The infra-orbital nerve is usually separated from the cavity of the sinus by a thin shell of bone. At the upper anterior portion of the sinus there may be a small cell between the bony canal in which the nerve runs and the bony floor of the orbit. The superior dental nerves reach the upper teeth usually by going through minute canals in the bone, but sometimes, particularly the middle set supplying the bicuspid teeth, may run directly beneath the mucous membrane, and thus be irritated by troubles originating within the sinus.

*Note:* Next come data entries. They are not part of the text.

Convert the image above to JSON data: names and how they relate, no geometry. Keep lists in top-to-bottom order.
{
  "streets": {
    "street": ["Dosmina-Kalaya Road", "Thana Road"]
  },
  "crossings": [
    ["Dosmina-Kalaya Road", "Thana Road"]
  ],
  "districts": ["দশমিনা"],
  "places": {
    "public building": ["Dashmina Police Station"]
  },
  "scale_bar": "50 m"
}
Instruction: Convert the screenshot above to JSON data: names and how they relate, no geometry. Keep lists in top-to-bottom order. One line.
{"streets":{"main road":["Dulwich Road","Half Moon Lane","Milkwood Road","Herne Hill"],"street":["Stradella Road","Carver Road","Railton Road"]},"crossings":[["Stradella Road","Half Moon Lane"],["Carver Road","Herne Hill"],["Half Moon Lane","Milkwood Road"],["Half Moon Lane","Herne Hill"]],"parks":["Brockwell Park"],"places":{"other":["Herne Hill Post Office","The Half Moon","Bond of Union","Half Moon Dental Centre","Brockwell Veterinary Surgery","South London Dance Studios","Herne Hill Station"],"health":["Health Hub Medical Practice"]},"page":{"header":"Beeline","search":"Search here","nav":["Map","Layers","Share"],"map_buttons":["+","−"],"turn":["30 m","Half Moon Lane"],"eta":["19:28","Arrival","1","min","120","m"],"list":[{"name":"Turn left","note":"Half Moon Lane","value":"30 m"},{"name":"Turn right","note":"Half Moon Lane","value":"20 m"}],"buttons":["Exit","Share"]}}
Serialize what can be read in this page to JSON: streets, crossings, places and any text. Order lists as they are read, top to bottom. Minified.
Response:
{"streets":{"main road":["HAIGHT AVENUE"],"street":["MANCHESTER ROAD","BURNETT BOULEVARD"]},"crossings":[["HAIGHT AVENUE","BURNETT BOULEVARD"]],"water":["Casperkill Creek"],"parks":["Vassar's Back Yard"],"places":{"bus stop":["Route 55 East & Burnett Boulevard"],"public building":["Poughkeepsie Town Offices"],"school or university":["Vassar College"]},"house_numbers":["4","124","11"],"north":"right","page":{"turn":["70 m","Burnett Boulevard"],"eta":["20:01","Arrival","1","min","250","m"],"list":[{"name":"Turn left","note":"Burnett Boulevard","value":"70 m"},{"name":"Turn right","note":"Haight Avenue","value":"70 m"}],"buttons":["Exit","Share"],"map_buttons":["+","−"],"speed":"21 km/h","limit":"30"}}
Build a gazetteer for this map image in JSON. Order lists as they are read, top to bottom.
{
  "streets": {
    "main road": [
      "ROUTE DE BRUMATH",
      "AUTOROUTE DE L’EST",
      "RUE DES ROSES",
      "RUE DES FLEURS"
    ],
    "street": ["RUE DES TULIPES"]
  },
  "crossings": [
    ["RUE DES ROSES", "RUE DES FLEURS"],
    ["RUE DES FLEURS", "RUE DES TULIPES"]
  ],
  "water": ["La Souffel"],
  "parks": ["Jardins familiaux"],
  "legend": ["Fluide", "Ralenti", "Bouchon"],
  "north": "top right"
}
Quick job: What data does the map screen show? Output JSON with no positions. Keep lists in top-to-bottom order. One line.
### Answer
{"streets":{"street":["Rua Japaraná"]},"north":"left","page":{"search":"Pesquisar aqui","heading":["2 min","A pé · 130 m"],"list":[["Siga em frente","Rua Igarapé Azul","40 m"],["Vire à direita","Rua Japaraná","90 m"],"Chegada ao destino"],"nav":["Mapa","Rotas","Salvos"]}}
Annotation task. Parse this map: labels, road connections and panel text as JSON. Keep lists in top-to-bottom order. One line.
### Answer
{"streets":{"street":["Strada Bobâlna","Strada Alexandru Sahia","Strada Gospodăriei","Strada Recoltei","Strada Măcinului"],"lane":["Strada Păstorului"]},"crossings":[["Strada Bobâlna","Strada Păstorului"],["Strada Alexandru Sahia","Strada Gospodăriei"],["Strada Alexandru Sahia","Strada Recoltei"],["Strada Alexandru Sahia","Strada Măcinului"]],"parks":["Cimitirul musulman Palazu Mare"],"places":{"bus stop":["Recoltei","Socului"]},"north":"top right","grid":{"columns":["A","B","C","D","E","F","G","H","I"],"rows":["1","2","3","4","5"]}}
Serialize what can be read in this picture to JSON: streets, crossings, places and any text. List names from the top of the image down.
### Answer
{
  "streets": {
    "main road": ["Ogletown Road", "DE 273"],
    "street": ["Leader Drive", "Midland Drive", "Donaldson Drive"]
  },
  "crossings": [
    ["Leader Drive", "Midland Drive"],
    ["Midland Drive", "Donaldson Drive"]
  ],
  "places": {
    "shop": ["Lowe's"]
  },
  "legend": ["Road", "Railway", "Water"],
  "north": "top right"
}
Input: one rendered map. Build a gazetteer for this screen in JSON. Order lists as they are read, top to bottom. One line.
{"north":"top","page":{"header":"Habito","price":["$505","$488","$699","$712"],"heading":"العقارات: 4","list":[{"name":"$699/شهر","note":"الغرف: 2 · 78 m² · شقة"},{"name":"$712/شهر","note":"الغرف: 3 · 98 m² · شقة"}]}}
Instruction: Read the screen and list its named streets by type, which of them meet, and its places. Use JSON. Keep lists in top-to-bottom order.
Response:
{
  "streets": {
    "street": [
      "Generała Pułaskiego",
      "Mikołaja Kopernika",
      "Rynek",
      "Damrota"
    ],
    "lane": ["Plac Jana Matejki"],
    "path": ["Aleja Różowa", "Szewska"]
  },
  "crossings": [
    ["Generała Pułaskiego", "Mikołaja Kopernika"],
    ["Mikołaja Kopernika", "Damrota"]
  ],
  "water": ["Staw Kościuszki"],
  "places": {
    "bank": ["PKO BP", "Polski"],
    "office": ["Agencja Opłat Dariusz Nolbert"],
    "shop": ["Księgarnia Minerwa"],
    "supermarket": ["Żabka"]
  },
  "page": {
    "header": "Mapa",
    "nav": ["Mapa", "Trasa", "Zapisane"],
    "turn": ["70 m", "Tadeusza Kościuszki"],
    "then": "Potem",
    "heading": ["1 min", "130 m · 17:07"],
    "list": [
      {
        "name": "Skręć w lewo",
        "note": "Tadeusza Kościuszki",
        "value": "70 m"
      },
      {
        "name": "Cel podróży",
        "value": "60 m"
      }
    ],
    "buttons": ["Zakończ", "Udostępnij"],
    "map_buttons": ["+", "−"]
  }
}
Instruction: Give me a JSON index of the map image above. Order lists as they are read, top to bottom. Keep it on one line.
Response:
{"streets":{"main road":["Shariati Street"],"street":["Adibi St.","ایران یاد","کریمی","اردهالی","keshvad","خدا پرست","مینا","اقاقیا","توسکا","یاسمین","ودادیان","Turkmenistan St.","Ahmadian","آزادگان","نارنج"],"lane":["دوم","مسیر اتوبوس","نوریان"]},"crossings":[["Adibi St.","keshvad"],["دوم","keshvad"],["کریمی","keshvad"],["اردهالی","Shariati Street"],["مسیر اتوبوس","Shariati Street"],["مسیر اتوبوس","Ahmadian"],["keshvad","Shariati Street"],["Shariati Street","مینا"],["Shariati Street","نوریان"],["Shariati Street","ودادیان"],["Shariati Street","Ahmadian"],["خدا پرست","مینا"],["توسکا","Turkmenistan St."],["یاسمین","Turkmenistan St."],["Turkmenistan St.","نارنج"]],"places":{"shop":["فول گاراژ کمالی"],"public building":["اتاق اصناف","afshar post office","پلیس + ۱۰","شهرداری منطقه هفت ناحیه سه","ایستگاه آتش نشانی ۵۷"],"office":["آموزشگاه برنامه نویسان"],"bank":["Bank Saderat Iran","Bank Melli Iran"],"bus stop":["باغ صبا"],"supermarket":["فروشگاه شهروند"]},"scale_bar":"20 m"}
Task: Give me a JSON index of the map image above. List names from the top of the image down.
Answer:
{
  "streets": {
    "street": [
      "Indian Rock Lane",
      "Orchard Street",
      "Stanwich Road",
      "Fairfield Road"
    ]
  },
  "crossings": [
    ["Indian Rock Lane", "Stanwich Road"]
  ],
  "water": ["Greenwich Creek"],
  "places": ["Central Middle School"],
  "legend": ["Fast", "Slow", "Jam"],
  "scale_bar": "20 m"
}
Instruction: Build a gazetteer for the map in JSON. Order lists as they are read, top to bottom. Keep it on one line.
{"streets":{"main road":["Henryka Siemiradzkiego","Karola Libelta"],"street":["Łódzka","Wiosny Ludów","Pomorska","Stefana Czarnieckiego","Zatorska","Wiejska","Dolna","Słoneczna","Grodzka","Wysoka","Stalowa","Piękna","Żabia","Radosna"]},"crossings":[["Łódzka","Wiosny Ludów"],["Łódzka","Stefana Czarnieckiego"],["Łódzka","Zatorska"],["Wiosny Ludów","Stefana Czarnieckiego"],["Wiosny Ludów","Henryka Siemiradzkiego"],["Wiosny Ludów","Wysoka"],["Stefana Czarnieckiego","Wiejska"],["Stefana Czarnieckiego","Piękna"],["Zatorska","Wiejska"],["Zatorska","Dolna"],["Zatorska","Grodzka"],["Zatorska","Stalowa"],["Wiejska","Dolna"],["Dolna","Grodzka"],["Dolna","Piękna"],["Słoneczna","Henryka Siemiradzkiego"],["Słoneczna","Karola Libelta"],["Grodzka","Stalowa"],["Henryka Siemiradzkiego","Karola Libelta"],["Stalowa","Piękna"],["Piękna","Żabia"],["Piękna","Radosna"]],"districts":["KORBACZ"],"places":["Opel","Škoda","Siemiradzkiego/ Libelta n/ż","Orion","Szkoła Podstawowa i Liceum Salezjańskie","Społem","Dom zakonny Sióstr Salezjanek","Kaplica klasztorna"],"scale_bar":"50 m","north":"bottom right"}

The inflammatory and infectious diseases of the sinus originate either by extension from the nose or the teeth. The sinus opens into the nose by a slit-like opening into the middle meatus about its middle,posterior to the hiatus semilunaris and 2.5 cm. above the floor of the nose. When the opening is close to the hiatus, liquids may run into it from the hiatus. The bone beneath the hiatus and opening almost down to the floor of the nose is quite thin, so that the sinus can readily be drained by thrusting a trocar and cannula through the outer wall of the nose into the sinus just below the hiatus semilunaris. The sinus is also opened from the front through the canine fossa to the outer side of the canine tooth. This opening affords direct access to the cavity, but is some distance above the floor, thus it does not drain the cavity completely. The roots of the upper teeth project into the antrum forming elevations, usually covered by a thin plate of bone. This is particularly the case of the first and second molars. Disease of the roots of these teeth frequently infects the antrum and drainage is often made through their sockets.

Fig. 126.   Side view of the maxillary and frontal sinuses.

Fig. 126. - Side view of the maxillary and frontal sinuses.